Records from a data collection
+++
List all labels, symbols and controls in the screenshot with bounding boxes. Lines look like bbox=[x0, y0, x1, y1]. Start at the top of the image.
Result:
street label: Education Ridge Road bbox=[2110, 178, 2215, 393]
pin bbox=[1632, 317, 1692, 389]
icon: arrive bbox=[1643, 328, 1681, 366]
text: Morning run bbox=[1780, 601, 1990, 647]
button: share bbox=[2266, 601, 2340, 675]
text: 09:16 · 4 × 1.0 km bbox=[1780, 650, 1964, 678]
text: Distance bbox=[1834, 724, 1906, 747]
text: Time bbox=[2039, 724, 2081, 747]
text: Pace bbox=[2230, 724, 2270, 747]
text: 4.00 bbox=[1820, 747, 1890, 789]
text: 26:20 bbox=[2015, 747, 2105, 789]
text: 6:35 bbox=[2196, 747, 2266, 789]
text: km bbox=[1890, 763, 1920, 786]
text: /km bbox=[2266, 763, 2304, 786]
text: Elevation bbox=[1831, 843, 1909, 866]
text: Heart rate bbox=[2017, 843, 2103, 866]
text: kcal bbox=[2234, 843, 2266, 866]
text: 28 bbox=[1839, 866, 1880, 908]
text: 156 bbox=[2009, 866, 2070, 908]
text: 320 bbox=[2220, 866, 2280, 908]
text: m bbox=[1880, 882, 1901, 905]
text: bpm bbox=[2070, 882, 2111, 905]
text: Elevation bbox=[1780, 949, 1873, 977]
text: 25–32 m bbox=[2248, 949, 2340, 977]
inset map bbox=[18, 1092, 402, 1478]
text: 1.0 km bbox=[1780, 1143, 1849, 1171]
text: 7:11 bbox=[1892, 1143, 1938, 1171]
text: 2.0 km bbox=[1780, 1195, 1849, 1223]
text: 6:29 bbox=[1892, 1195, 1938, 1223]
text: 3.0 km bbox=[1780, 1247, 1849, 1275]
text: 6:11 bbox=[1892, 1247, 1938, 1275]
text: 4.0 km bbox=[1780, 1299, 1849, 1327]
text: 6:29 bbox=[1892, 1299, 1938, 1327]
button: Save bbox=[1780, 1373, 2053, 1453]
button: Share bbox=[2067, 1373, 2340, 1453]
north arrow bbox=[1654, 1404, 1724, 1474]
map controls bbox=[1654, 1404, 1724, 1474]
+++
• _Task brief_: Provide an exact reproduction of all the entries shown above.

• _Exercise solution_:
List all labels, symbols and controls in the screenshot with bounding boxes. Lines look like bbox=[x0, y0, x1, y1]. Start at the top of the image.
Result:
street label: Education Ridge Road bbox=[2110, 178, 2215, 393]
pin bbox=[1632, 317, 1692, 389]
icon: arrive bbox=[1643, 328, 1681, 366]
text: Morning run bbox=[1780, 601, 1990, 647]
button: share bbox=[2266, 601, 2340, 675]
text: 09:16 · 4 × 1.0 km bbox=[1780, 650, 1964, 678]
text: Distance bbox=[1834, 724, 1906, 747]
text: Time bbox=[2039, 724, 2081, 747]
text: Pace bbox=[2230, 724, 2270, 747]
text: 4.00 bbox=[1820, 747, 1890, 789]
text: 26:20 bbox=[2015, 747, 2105, 789]
text: 6:35 bbox=[2196, 747, 2266, 789]
text: km bbox=[1890, 763, 1920, 786]
text: /km bbox=[2266, 763, 2304, 786]
text: Elevation bbox=[1831, 843, 1909, 866]
text: Heart rate bbox=[2017, 843, 2103, 866]
text: kcal bbox=[2234, 843, 2266, 866]
text: 28 bbox=[1839, 866, 1880, 908]
text: 156 bbox=[2009, 866, 2070, 908]
text: 320 bbox=[2220, 866, 2280, 908]
text: m bbox=[1880, 882, 1901, 905]
text: bpm bbox=[2070, 882, 2111, 905]
text: Elevation bbox=[1780, 949, 1873, 977]
text: 25–32 m bbox=[2248, 949, 2340, 977]
inset map bbox=[18, 1092, 402, 1478]
text: 1.0 km bbox=[1780, 1143, 1849, 1171]
text: 7:11 bbox=[1892, 1143, 1938, 1171]
text: 2.0 km bbox=[1780, 1195, 1849, 1223]
text: 6:29 bbox=[1892, 1195, 1938, 1223]
text: 3.0 km bbox=[1780, 1247, 1849, 1275]
text: 6:11 bbox=[1892, 1247, 1938, 1275]
text: 4.0 km bbox=[1780, 1299, 1849, 1327]
text: 6:29 bbox=[1892, 1299, 1938, 1327]
button: Save bbox=[1780, 1373, 2053, 1453]
button: Share bbox=[2067, 1373, 2340, 1453]
north arrow bbox=[1654, 1404, 1724, 1474]
map controls bbox=[1654, 1404, 1724, 1474]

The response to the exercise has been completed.